Can you go into more detail on why special handling is needed for
SET_MEM_ATTR?

> +#define KVM_GFN_RANGE_FLAGS_GMEM_PUNCH_HOLE		BIT(1)
> +#define KVM_GFN_RANGE_FLAGS_GMEM_RELEASE		BIT(2)

Would the need to distinguish between PUNCH_HOLE/RELEASE go away in the
TDX case if you take the above approach? For SNP, the answer is yes.
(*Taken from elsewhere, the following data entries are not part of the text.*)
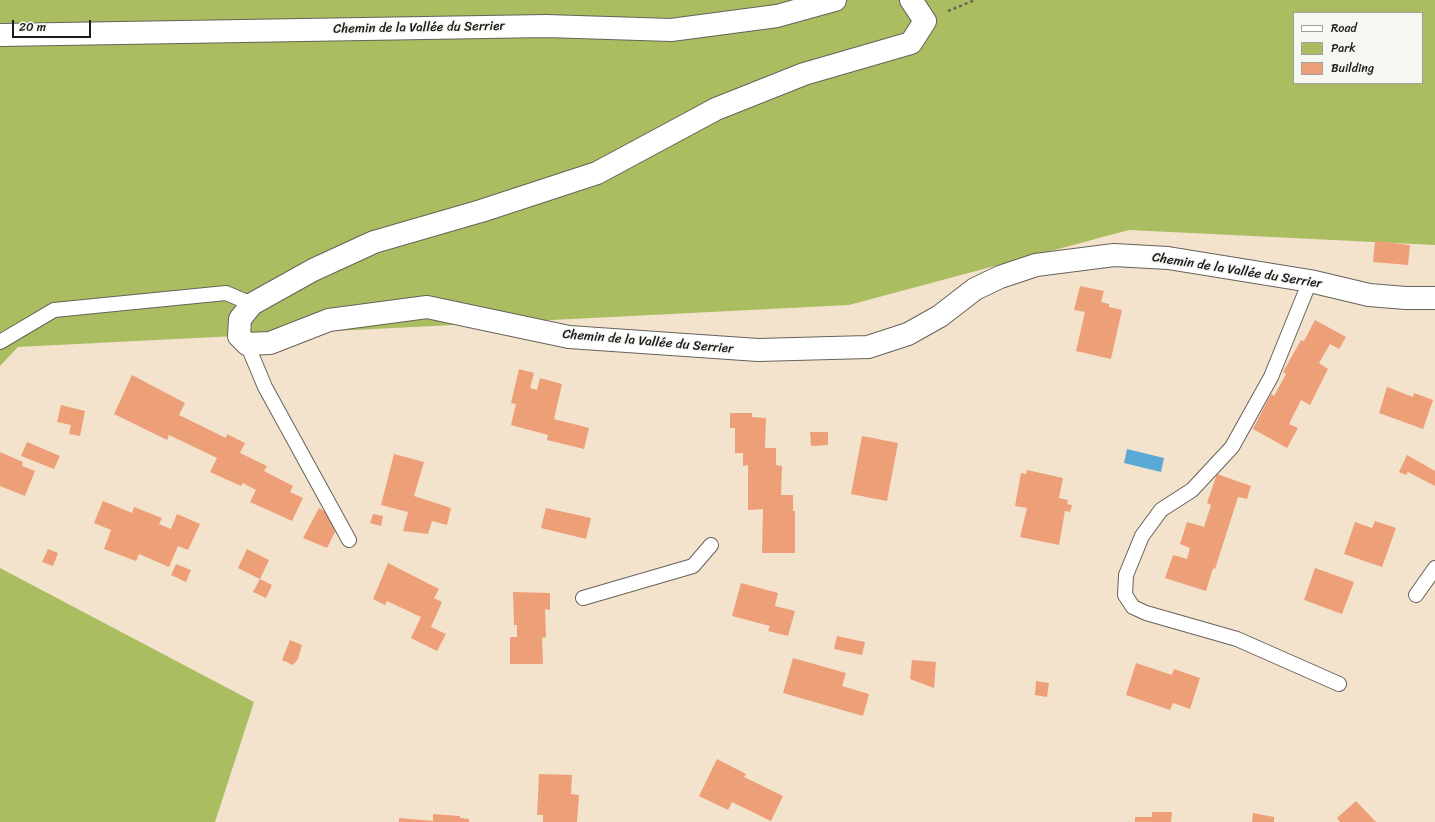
<!DOCTYPE html>
<html>
<head>
<meta charset="utf-8">
<style>
  body { margin:0 }
  #map { position:relative; width:1435px; height:822px; overflow:hidden; background:#f3e3cd; font-family:Sriracha,sans-serif }
  canvas { display:block }
  .legend { position:absolute; left:1293px; top:12px; width:130px; height:72px; box-sizing:border-box; background:#f6f6f2; border:1px solid #9f9f9c; margin:0; padding:5px 7px; list-style:none; font-size:12px; color:#1c1c1c }
  .legend li { display:flex; align-items:center; gap:8px; height:20px }
  .legend b { width:20px; border:1px solid #9f9f9c }
  .scale { position:absolute; left:12px; top:20px; width:79px; height:18px; box-sizing:border-box; border:2px solid #1c1c1c; border-top:0; padding-left:5px; font-size:12px; line-height:14px; white-space:nowrap; color:#1c1c1c; -webkit-text-stroke:3px #f6f6f2; paint-order:stroke }
</style>
</head>
<body>
<div id="map">
<canvas width="1435" height="822"></canvas>
<ul class="legend">
<li><b style="height:5px;background:#fff"></b>Road</li>
<li><b style="height:11px;background:#abbd61"></b>Park</li>
<li><b style="height:11px;background:#ed9f78"></b>Building</li>
</ul>
<div class="scale">20 m</div>
</div>
<script>
const g = document.querySelector('canvas').getContext('2d');
g.lineJoin = 'round';
function fillPath(path, color) { g.fillStyle = color; g.fill(path, 'evenodd'); }
const shape = rows => new Path2D(rows.map(r => 'M' + r).join(''));
function stroke(path, color, width, dash) { g.strokeStyle = color; g.lineWidth = width; g.lineCap = dash ? 'butt' : 'round'; g.setLineDash(dash || []); g.stroke(path); }
function drawText(font, color, halo, rows, align = 'center') {
  g.font = font + ' Sriracha,sans-serif'; g.lineWidth = 3; g.setLineDash([]); g.textBaseline = 'middle'; g.strokeStyle = halo; g.fillStyle = color; for (const [text, x, y, turn = 0] of rows) {
    g.save(); g.translate(x, y); g.rotate((+turn || 0) * Math.PI / 180); g.textAlign = isNaN(turn) ? turn : align; if (halo) g.strokeText(text, 0, 0); g.fillText(text, 0, 0); g.restore();
  }
}
fillPath(shape([
  [0,0,1435,0,1435,245,1129,230,849,305,18,347,0,366],
  [1294,13,1422,13,1422,83,1294,83],
  [0,568,254,702,215,822,0,822]
]), '#abbd61');
fillPath(shape([
  [1127,449,1164,458,1161,472,1124,463]
]), '#5aa8d4');
fillPath(shape([
  [1375,241,1410,245,1408,265,1373,262],
  [1080,286,1104,291,1101,302,1109,304,1109,307,1122,310,1111,359,1076,351,1085,312,1074,310],
  [1315,320,1346,337,1339,349,1330,344,1319,363,1328,369,1310,405,1301,400,1289,424,1298,428,1287,448,1253,429,1271,394,1274,396,1286,374,1283,372,1301,340,1304,341],
  [519,369,534,373,530,388,537,390,540,378,562,384,554,419,589,428,584,449,547,440,548,435,511,425,516,404,511,403],
  [132,375,185,403,179,415,226,438,227,434,245,443,240,453,267,466,264,471,293,486,290,492,303,498,292,521,250,502,256,490,243,483,241,486,210,472,217,458,169,435,167,440,114,414],
  [1387,387,1413,397,1414,393,1433,400,1423,429,1379,413],
  [61,405,85,411,80,436,69,434,71,425,57,422],
  [730,413,752,413,752,417,766,418,765,448,776,448,776,465,782,466,781,495,793,495,793,511,795,511,795,553,762,553,763,509,748,510,748,465,743,466,743,453,735,453,735,428,730,428],
  [810,432,828,432,828,445,811,446],
  [862,436,898,443,887,501,851,494],
  [27,442,60,456,54,469,21,456],
  [0,452,23,462,22,466,35,471,25,496,0,486],
  [394,454,424,462,414,496,451,508,447,525,432,521,428,534,403,531,408,512,381,505],
  [1407,455,1435,471,1435,486,1408,472,1406,475,1399,472],
  [1027,470,1063,478,1059,498,1068,500,1067,504,1072,505,1070,512,1065,511,1059,545,1020,537,1027,508,1015,506,1021,473,1026,474],
  [1217,474,1251,486,1247,499,1238,497,1215,569,1213,568,1206,591,1165,578,1173,555,1187,559,1190,548,1180,544,1187,522,1204,527,1211,505,1207,503],
  [103,501,132,513,134,507,162,518,159,524,171,529,177,514,200,524,188,550,178,546,169,567,139,554,136,561,104,549,111,530,94,523],
  [319,508,329,514,335,532,327,548,303,538],
  [546,508,591,518,586,539,541,528],
  [373,514,383,516,381,526,370,523],
  [1375,521,1396,528,1382,567,1344,554,1355,522,1372,528],
  [48,549,58,553,53,566,42,562],
  [247,549,269,560,260,579,238,568],
  [388,563,439,589,434,598,442,602,431,627,446,634,437,651,411,638,421,617,387,601,385,605,373,599],
  [176,564,191,570,186,582,171,575],
  [1315,568,1354,582,1342,614,1304,600],
  [260,579,272,585,266,598,253,592],
  [741,583,778,593,775,606,795,611,788,636,768,631,770,626,732,616],
  [513,592,550,593,550,610,545,609,546,637,542,638,543,664,510,664,510,637,517,637,517,625,514,625],
  [837,636,865,642,862,655,834,649],
  [290,640,302,645,298,659,293,665,282,660],
  [793,658,846,673,842,686,869,694,863,716,783,693],
  [912,660,936,662,934,688,910,679],
  [1136,663,1172,675,1174,669,1200,678,1190,709,1173,703,1170,710,1126,695],
  [1036,681,1049,683,1047,697,1035,695],
  [717,759,746,774,744,777,783,796,771,821,732,802,728,810,699,796],
  [539,774,572,775,571,794,579,795,577,822,543,822,543,815,537,815],
  [1356,801,1376,822,1340,822,1337,818],
  [1152,812,1172,812,1171,822,1135,822,1135,817,1152,817],
  [1253,813,1274,817,1274,822,1252,822],
  [433,814,460,816,460,818,469,819,469,822,399,822,399,818,433,821]
]), '#ed9f78');
const lane = shape([
  [1310,281,1271,377,1232,447,1192,490,1161,510,1142,536,1126,575,1125,595,1133,607,1146,613,1237,639,1339,684],
  [0,342,54,310,226,293,252,304],
  [247,344,265,387,349,540],
  [1416,595,1435,568],
  [583,598,693,566,711,545]
]);
const street = shape([
  [911,0,925,21,911,43,804,74,716,109,597,173,481,211,374,242,313,270,252,304,240,319,239,336,247,344,270,343,329,320,427,307,569,337,758,350,868,347,908,334,940,316,975,289,1000,277,1036,265,1114,255,1168,258,1310,281,1369,295,1406,298,1435,298],
  [0,35,546,26,671,30,777,16,835,0]
]);
stroke(lane, '#67625a', 16);
stroke(street, '#67625a', 24);
stroke(shape([
  [948,11,975,0]
]), '#67625a', 2.5, [3, 3]);
stroke(lane, '#fff', 14);
stroke(street, '#fff', 22);
drawText('13px', '#1c1c1c', '#f6f6f2', [
  ["Chemin de la Vallée du Serrier",419,28,-1],
  ["Chemin de la Vallée du Serrier",1237,271,9],
  ["Chemin de la Vallée du Serrier",648,342,5]
]);
</script>
</body>
</html>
If
that's also the case for TDX I think that would be another argument in
favor of decoupling these from existing KVM MMU invalidation path.

-Mike

> +
>  struct kvm_gfn_range {
>  	struct kvm_memory_slot *slot;
>  	gfn_t start;
>  	gfn_t end;
> -	pte_t pte;
> +	union {
> +		pte_t pte;
> +		u64 attrs;
> +	};
>  	bool may_block;
> +	unsigned int flags;
>  };
>  bool kvm_unmap_gfn_range(struct kvm *kvm, struct kvm_gfn_range *range);
>  bool kvm_age_gfn(struct kvm *kvm, struct kvm_gfn_range *range);
> diff --git a/virt/kvm/guest_mem.c b/virt/kvm/guest_mem.c
> index cdf2d84683c8..30b8f66784d4 100644
> --- a/virt/kvm/guest_mem.c
> +++ b/virt/kvm/guest_mem.c
> @@ -99,7 +99,8 @@ static struct folio *kvm_gmem_get_folio(struct file *file, pgoff_t index)
>  }
>  
>  static void kvm_gmem_invalidate_begin(struct kvm *kvm, struct kvm_gmem *gmem,
> -				      pgoff_t start, pgoff_t end)
> +				      pgoff_t start, pgoff_t end,
> +				      unsigned int flags)
>  {
>  	struct kvm_memory_slot *slot;
>  	unsigned long index;
> @@ -118,6 +119,7 @@ static void kvm_gmem_invalidate_begin(struct kvm *kvm, struct kvm_gmem *gmem,
>  			.slot = slot,
>  			.pte = __pte(0),
>  			.may_block = true,
> +			.flags = flags,
>  		};
>  
>  		kvm_mmu_invalidate_range_add(kvm, gfn_range.start, gfn_range.end);
> @@ -156,7 +158,8 @@ static long kvm_gmem_punch_hole(struct file *file, loff_t offset, loff_t len)
>  	 */
>  	filemap_invalidate_lock(file->f_mapping);
>  
> -	kvm_gmem_invalidate_begin(kvm, gmem, start, end);
> +	kvm_gmem_invalidate_begin(kvm, gmem, start, end,
> +				  KVM_GFN_RANGE_FLAGS_GMEM_PUNCH_HOLE);
>  
>  	truncate_inode_pages_range(file->f_mapping, offset, offset + len - 1);
>  
> @@ -263,7 +266,8 @@ static int kvm_gmem_release(struct inode *inode, struct file *file)
>  	 * Free the backing memory, and more importantly, zap all SPTEs that
>  	 * pointed at this file.
>  	 */
> -	kvm_gmem_invalidate_begin(kvm, gmem, 0, -1ul);
> +	kvm_gmem_invalidate_begin(kvm, gmem, 0, -1ul,
> +				  KVM_GFN_RANGE_FLAGS_GMEM_RELEASE);
>  	truncate_inode_pages_final(file->f_mapping);
>  	kvm_gmem_invalidate_end(kvm, gmem, 0, -1ul);
>  
> diff --git a/virt/kvm/kvm_main.c b/virt/kvm/kvm_main.c
> index 422d49634c56..9cdfa2fb675f 100644
> --- a/virt/kvm/kvm_main.c
> +++ b/virt/kvm/kvm_main.c
> @@ -613,6 +613,7 @@ static __always_inline int __kvm_handle_hva_range(struct kvm *kvm,
>  			gfn_range.start = hva_to_gfn_memslot(hva_start, slot);
>  			gfn_range.end = hva_to_gfn_memslot(hva_end + PAGE_SIZE - 1, slot);
>  			gfn_range.slot = slot;
> +			gfn_range.flags = 0;
>  
>  			if (!locked) {
>  				locked = true;
> @@ -2391,8 +2392,9 @@ static void kvm_mem_attrs_changed(struct kvm *kvm, unsigned long attrs,
>  	bool flush = false;
>  	int i;
>  
> -	gfn_range.pte = __pte(0);
> +	gfn_range.attrs = attrs;
>  	gfn_range.may_block = true;
> +	gfn_range.flags = KVM_GFN_RANGE_FLAGS_SET_MEM_ATTR;
>  
>  	for (i = 0; i < kvm_arch_nr_memslot_as_ids(kvm); i++) {
>  		slots = __kvm_memslots(kvm, i);
> -- 
> 2.25.1
>